The problem is that the Consumer Price Index (CPI), the chief measure used by the Commerce Dept. to measure spending growth and reduction, doesn't account for costs for food and energy, which are considered "too volatile" to track.
This means that the current strife in Iran and Nigeria, which is pushing gas prices towards $3 a gallon, isn't being factored in to analyses of consumer spending.
And the usage of homes as ATM's is coming to an end. Housing markets are showing steep declines, particularly in expensive areas such as California's Bay Area, the greater New York area, and the Washington, D.C. metro region.
Massachusetts, another expensive state for housing, is seeing a 12-year-high on property foreclosures, due to the inability of many homeowners to meet their payments and the "flattening" of home appreciation rates.
Even the credit industry is conflicted about where the economy is going next.
A poll conducted by the Experian credit bureau and the Gallup research center claimed that "two in three" consumers planned to make credit card debt reduction a priority in 2006. The poll claimed that 77 percent of the respondents were "comfortable with their level of debt."
Subprime Lending "Booming"
Meanwhile, according to rival credit agency Trans Union, the market for subprime credit lending is booming.
An analysis conducted by the agency's "Market Intelligence" division claimed that "subprime borrowers" opened 16 percent more accounts between 2004 and 2005 than the previous year, while "prime risk" borrowers declined in their rate of new account openings by 5 percent.
The "subprime" or "fringe" economy, consisting of predatory and payday lenders, "creative" mortgage brokers, and so on, may be the real grease that's keeping the economic wheel turning.

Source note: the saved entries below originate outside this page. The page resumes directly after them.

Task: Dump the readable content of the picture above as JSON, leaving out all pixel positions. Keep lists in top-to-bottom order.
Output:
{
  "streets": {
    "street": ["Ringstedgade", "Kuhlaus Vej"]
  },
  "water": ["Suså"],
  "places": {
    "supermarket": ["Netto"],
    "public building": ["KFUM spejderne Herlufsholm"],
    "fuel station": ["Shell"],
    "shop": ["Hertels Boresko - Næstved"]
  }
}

The subprime market generated gross revenue of $78 billion in 2001.
Payday lenders made $25 billion worth of loans in 2003, and thed disparities in lending are deliberately targeted to hit the working poor and minorities the hardest.
The "wealth effect" is just that -- an illusion, not much different from the special effects we've come to expect in fantasies that flash across the silver screen and the heavily-mortgaged plasma screens in our family rooms.
The real story may come from the ever-increasing number of households who are relying on shady lenders, credit cards, and over-mortgaged home equity just to make ends meet.
Until the economic pundits stop trying to spin the news and lay the facts out straight, the end result may be a lot of mixed messages and confused -- even misguided -- consumers.